Snapshots the Evidence Log and Evidence Record inputs into archive files. Runs hourly and daily schedules. Checks a configurable number of days and saves snapshots when they don't exist. The Evidence Log snapshots are performed every hour in to hourly files. The Evidence Record input archiving is performed every day.
Note that the lines are split along the timestamp recorded by Kafka, which may be very slightly different to the timestamp recorded by the log. If you're interested in precise boundaries, fetch an extra day either side of the range in question.

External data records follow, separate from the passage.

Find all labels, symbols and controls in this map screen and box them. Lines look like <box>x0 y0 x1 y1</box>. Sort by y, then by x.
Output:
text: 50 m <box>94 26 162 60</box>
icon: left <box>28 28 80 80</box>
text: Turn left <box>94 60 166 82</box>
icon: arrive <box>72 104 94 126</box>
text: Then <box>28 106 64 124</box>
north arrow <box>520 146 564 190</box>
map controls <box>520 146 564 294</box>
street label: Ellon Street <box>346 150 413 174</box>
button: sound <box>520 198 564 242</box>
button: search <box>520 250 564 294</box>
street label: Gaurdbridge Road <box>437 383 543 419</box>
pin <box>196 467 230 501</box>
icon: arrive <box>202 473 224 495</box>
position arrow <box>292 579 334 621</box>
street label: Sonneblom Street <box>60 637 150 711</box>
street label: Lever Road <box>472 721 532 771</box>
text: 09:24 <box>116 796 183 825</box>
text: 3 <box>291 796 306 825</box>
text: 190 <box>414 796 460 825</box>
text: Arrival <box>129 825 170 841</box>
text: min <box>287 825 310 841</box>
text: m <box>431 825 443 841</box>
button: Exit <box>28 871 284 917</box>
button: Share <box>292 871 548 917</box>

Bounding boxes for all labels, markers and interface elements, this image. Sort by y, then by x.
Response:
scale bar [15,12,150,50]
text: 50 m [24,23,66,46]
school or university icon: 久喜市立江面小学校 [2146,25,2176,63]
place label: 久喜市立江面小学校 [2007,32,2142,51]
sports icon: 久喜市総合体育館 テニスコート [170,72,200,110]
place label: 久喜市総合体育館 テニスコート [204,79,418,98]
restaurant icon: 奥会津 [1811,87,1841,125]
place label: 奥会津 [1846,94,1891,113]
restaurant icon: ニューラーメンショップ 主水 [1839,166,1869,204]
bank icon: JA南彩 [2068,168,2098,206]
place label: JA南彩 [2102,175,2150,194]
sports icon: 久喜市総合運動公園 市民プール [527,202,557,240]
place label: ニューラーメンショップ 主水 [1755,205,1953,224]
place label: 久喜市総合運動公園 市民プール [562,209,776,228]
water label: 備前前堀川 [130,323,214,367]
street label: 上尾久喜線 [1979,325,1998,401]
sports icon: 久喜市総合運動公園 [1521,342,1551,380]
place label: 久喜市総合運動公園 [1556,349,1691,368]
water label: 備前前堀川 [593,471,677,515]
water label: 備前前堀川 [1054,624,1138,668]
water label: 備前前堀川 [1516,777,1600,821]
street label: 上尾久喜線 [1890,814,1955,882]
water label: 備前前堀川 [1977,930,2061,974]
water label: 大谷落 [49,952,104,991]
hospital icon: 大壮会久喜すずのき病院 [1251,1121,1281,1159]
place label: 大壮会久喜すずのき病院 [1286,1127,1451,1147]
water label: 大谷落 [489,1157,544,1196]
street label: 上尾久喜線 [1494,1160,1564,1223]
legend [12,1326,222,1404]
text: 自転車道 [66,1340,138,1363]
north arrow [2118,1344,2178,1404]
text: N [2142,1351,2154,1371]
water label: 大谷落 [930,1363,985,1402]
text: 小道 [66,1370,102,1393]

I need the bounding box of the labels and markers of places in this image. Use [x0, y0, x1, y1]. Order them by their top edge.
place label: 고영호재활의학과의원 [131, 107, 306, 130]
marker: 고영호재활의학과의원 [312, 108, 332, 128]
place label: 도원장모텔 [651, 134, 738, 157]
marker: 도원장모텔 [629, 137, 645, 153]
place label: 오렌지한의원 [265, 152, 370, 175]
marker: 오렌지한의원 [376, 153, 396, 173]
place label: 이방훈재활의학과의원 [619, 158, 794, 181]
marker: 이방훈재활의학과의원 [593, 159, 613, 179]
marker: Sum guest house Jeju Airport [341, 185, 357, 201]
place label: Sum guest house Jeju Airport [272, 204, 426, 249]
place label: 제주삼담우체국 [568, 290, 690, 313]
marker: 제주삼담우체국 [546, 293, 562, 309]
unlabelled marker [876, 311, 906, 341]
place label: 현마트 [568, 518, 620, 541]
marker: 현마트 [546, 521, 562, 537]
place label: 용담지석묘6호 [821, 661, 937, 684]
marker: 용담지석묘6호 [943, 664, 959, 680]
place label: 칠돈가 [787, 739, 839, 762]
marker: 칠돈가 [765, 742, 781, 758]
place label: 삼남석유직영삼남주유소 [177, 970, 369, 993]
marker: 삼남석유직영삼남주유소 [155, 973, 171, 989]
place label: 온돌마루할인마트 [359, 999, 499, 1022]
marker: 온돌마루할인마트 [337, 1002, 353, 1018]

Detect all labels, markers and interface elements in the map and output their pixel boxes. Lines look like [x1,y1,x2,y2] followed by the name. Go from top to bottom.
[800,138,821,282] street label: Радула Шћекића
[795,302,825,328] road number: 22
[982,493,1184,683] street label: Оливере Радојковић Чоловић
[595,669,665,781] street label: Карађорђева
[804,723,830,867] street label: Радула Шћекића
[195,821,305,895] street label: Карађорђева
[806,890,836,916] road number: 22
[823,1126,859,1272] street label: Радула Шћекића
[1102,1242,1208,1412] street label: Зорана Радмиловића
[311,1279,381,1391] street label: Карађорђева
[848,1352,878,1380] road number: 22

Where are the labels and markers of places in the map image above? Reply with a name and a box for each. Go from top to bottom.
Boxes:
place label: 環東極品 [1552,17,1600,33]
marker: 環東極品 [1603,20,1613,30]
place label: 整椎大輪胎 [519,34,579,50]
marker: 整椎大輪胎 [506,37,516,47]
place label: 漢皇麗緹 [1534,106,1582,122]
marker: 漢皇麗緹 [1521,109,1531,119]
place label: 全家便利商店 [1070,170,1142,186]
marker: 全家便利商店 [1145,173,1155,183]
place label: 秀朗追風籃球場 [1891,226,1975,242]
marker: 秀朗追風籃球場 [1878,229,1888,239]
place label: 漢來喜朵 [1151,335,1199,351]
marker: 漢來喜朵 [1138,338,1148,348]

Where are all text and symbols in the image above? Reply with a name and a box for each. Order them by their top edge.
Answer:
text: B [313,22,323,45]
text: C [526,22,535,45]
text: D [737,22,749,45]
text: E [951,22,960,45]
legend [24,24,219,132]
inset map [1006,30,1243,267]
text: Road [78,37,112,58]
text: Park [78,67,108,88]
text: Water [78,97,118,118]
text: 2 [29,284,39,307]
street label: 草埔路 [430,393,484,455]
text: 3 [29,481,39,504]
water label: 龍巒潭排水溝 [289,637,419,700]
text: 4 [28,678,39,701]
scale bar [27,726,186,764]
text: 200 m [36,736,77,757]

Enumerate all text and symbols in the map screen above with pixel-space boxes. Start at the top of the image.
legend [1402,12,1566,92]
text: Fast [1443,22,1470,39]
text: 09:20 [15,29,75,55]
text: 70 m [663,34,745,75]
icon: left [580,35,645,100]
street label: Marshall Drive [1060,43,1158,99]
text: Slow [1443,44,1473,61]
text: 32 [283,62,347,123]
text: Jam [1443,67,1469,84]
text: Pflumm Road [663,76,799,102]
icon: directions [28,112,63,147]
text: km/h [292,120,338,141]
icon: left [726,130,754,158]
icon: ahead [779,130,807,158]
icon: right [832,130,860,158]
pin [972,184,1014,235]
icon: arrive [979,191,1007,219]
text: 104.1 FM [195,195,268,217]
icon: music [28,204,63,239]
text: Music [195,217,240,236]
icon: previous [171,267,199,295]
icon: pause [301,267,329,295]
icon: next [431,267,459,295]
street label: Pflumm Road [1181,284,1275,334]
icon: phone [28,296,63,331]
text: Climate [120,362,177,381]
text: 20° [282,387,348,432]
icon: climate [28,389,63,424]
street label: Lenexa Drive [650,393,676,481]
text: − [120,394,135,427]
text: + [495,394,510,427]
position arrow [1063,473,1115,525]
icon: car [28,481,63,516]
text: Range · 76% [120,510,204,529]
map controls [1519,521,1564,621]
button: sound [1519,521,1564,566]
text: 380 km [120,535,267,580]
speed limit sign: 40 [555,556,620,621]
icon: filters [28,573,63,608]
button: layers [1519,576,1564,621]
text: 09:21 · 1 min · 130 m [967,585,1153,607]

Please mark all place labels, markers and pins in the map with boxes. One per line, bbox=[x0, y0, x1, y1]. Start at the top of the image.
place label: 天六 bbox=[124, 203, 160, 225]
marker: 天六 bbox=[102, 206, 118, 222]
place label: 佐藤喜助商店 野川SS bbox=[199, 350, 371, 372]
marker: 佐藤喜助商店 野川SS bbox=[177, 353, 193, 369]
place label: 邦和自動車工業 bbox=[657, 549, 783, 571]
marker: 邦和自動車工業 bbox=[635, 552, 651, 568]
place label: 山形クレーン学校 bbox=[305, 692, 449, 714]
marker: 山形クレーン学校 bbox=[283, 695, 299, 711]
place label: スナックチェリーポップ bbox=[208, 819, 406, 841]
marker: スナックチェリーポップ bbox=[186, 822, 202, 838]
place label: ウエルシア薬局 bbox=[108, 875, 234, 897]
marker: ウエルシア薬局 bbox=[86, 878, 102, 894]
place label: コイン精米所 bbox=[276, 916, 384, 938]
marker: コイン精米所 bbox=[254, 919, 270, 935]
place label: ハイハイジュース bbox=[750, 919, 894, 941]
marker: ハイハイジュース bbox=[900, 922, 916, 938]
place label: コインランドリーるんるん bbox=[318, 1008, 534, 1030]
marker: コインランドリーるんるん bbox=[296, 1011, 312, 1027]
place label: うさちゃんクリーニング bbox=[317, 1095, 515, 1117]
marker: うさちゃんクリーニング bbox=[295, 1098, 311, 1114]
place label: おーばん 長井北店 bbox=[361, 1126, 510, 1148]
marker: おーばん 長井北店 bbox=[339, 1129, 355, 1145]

Ingests the entire Evidence Log Kafka topic and saves each day's worth into a snapshot in S3.
Saves two Evidence Log snapshots per day, YYYY-MM-DD.txt
and YYYY-MM-DD.csv
. The .txt file contains lines of JSON. The CSV file contains the lines expressed as JSON with a header line. The field names (and columns) are:
- t : timestamp
- s : service
- c : component
- f : facet
- p : partition
- v : value
- e : extra values
Saves all Evidence Records for a given day into one text file, one line per Evidence Record JSON.
This will run and block, scheduling daily updates.
lein run schedule
This will run the daily task (i.e. fill any missing logs up to last 10 days).
lein run run
The following config keys are required:
GLOBAL_STATUS_TOPIC
PERCOLATOR_INPUT_EVIDENCE_RECORD_TOPIC
GLOBAL_KAFKA_BOOTSTRAP_SERVERS
STATUS_SNAPSHOT_S3_BUCKET_NAME
STATUS_SNAPSHOT_S3_REGION_NAME
STATUS_SNAPSHOT_S3_KEY
STATUS_SNAPSHOT_S3_SECRET
STATUS_SNAPSHOT_MAX_DAYS
Copyright © 2018 Crossref
Distributed under the The MIT License (MIT).